Exercise prompt: All of the records below should be output exactly.

━━━━━━━━

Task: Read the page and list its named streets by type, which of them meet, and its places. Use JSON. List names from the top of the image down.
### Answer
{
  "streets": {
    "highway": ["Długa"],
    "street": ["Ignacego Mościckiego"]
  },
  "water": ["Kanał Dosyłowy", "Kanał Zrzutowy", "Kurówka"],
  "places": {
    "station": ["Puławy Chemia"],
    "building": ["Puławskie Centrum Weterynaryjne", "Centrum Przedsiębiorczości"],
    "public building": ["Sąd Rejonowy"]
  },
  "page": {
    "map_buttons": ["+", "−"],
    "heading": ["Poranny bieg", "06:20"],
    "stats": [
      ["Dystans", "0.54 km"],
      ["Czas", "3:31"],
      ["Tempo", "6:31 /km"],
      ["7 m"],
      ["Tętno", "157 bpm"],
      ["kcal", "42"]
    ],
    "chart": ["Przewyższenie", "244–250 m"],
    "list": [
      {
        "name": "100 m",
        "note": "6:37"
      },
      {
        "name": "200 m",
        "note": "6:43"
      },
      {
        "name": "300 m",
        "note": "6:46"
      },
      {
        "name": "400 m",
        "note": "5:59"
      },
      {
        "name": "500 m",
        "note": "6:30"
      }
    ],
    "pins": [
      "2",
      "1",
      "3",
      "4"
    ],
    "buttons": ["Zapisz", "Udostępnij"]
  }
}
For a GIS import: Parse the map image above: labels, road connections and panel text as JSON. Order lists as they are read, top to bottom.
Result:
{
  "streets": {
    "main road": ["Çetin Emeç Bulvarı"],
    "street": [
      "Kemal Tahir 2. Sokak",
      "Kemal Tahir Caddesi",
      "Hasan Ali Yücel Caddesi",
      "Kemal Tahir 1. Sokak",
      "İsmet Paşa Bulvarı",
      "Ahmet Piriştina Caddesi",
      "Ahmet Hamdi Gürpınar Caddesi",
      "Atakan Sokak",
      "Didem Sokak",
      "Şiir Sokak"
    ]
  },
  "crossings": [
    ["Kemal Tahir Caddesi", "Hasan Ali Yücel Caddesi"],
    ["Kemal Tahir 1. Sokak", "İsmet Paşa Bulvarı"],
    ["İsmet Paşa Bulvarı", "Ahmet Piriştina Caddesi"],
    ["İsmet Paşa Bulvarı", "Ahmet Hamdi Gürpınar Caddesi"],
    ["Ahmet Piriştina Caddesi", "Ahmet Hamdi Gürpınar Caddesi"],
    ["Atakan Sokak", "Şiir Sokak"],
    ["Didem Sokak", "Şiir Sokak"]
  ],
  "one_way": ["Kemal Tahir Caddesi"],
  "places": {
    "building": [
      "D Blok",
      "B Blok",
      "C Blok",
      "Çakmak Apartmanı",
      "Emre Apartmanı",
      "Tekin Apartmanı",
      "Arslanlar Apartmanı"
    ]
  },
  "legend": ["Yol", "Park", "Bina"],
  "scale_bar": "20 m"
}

━━━━━━━━

Solution to this task:
Task: Read the page and list its named streets by type, which of them meet, and its places. Use JSON. List names from the top of the image down.
### Answer
{
  "streets": {
    "highway": ["Długa"],
    "street": ["Ignacego Mościckiego"]
  },
  "water": ["Kanał Dosyłowy", "Kanał Zrzutowy", "Kurówka"],
  "places": {
    "station": ["Puławy Chemia"],
    "building": ["Puławskie Centrum Weterynaryjne", "Centrum Przedsiębiorczości"],
    "public building": ["Sąd Rejonowy"]
  },
  "page": {
    "map_buttons": ["+", "−"],
    "heading": ["Poranny bieg", "06:20"],
    "stats": [
      ["Dystans", "0.54 km"],
      ["Czas", "3:31"],
      ["Tempo", "6:31 /km"],
      ["7 m"],
      ["Tętno", "157 bpm"],
      ["kcal", "42"]
    ],
    "chart": ["Przewyższenie", "244–250 m"],
    "list": [
      {
        "name": "100 m",
        "note": "6:37"
      },
      {
        "name": "200 m",
        "note": "6:43"
      },
      {
        "name": "300 m",
        "note": "6:46"
      },
      {
        "name": "400 m",
        "note": "5:59"
      },
      {
        "name": "500 m",
        "note": "6:30"
      }
    ],
    "pins": [
      "2",
      "1",
      "3",
      "4"
    ],
    "buttons": ["Zapisz", "Udostępnij"]
  }
}
For a GIS import: Parse the map image above: labels, road connections and panel text as JSON. Order lists as they are read, top to bottom.
Result:
{
  "streets": {
    "main road": ["Çetin Emeç Bulvarı"],
    "street": [
      "Kemal Tahir 2. Sokak",
      "Kemal Tahir Caddesi",
      "Hasan Ali Yücel Caddesi",
      "Kemal Tahir 1. Sokak",
      "İsmet Paşa Bulvarı",
      "Ahmet Piriştina Caddesi",
      "Ahmet Hamdi Gürpınar Caddesi",
      "Atakan Sokak",
      "Didem Sokak",
      "Şiir Sokak"
    ]
  },
  "crossings": [
    ["Kemal Tahir Caddesi", "Hasan Ali Yücel Caddesi"],
    ["Kemal Tahir 1. Sokak", "İsmet Paşa Bulvarı"],
    ["İsmet Paşa Bulvarı", "Ahmet Piriştina Caddesi"],
    ["İsmet Paşa Bulvarı", "Ahmet Hamdi Gürpınar Caddesi"],
    ["Ahmet Piriştina Caddesi", "Ahmet Hamdi Gürpınar Caddesi"],
    ["Atakan Sokak", "Şiir Sokak"],
    ["Didem Sokak", "Şiir Sokak"]
  ],
  "one_way": ["Kemal Tahir Caddesi"],
  "places": {
    "building": [
      "D Blok",
      "B Blok",
      "C Blok",
      "Çakmak Apartmanı",
      "Emre Apartmanı",
      "Tekin Apartmanı",
      "Arslanlar Apartmanı"
    ]
  },
  "legend": ["Yol", "Park", "Bina"],
  "scale_bar": "20 m"
}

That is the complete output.